• Work request: The answer must consist of every line from the entries that holds the word "turn".
━━━━━ Source data
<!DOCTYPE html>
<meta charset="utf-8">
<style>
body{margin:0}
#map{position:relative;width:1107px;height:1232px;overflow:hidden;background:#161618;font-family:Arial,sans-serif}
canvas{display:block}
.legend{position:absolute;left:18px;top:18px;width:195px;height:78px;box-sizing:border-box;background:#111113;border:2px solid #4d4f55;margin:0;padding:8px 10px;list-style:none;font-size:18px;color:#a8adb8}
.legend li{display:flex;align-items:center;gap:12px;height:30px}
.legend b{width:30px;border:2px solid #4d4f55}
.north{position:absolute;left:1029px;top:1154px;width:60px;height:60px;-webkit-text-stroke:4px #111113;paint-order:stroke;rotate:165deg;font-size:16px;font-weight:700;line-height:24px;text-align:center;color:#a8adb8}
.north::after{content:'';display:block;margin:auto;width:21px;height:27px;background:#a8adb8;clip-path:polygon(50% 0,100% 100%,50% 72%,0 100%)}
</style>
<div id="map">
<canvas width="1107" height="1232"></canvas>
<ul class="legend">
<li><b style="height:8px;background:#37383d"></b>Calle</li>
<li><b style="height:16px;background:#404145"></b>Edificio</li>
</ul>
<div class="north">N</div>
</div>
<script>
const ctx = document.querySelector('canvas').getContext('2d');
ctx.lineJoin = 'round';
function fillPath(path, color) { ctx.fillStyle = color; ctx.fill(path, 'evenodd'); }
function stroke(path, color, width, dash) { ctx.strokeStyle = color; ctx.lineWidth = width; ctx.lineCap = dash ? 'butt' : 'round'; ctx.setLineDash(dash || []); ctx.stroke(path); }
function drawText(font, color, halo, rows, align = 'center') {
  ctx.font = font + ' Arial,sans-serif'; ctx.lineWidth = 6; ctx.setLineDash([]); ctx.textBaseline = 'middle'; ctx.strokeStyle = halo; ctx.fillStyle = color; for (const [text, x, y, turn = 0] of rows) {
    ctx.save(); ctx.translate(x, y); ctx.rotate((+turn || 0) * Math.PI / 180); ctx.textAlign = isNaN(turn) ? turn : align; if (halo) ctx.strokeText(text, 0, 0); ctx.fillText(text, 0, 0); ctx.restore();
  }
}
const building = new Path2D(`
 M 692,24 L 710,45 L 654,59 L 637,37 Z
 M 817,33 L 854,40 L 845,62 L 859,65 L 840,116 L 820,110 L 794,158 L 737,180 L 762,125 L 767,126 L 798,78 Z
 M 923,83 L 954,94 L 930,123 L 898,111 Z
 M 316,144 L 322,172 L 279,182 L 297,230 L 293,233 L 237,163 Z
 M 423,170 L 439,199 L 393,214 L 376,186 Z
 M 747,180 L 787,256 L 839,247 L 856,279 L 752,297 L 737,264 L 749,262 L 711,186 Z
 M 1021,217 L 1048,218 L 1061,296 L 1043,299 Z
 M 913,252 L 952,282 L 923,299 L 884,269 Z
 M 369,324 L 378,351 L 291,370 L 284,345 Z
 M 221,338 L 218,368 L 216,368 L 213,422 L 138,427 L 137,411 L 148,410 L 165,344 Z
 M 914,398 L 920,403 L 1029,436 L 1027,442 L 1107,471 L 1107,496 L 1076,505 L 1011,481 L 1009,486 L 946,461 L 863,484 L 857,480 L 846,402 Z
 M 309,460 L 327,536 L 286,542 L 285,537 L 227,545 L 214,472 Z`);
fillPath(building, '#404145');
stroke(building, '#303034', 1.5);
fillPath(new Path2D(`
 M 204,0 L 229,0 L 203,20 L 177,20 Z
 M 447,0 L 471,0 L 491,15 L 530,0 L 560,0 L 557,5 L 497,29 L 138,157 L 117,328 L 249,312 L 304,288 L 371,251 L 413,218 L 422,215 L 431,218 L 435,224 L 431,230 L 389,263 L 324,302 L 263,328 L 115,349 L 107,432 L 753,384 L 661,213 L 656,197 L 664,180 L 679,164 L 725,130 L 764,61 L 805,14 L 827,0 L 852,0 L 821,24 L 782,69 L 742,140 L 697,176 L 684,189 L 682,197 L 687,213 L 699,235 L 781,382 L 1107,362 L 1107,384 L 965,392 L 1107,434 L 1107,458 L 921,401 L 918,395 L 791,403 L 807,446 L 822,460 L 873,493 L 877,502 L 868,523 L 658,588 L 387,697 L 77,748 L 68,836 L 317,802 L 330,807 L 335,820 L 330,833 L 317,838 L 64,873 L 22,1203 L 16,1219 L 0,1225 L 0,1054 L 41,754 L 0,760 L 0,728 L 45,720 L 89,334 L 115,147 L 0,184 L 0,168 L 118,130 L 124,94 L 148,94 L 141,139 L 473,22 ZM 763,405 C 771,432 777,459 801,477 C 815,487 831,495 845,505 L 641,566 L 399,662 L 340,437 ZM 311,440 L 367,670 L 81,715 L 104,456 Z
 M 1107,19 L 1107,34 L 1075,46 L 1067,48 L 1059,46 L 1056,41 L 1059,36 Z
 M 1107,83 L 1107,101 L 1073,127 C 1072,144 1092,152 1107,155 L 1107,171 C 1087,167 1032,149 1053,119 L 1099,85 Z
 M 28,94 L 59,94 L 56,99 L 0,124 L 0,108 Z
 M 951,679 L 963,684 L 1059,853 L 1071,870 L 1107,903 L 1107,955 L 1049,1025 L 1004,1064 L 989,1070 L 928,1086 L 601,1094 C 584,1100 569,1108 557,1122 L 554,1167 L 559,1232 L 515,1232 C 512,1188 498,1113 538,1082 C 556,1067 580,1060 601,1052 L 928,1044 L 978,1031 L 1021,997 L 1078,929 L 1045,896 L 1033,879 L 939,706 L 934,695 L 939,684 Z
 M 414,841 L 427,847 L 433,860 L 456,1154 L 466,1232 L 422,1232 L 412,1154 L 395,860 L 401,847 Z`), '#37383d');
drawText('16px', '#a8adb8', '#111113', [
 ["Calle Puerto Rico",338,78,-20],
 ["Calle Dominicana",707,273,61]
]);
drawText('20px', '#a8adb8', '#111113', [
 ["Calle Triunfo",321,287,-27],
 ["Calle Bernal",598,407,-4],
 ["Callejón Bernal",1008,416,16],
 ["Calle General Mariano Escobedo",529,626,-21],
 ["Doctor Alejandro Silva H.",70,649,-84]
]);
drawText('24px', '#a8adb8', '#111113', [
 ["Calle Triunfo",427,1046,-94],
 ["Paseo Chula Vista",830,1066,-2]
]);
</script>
━━━━━━━━━━
• Response below:
  ctx.font = font + ' Arial,sans-serif'; ctx.lineWidth = 6; ctx.setLineDash([]); ctx.textBaseline = 'middle'; ctx.strokeStyle = halo; ctx.fillStyle = color; for (const [text, x, y, turn = 0] of rows) {
    ctx.save(); ctx.translate(x, y); ctx.rotate((+turn || 0) * Math.PI / 180); ctx.textAlign = isNaN(turn) ? turn : align; if (halo) ctx.strokeText(text, 0, 0); ctx.fillText(text, 0, 0); ctx.restore();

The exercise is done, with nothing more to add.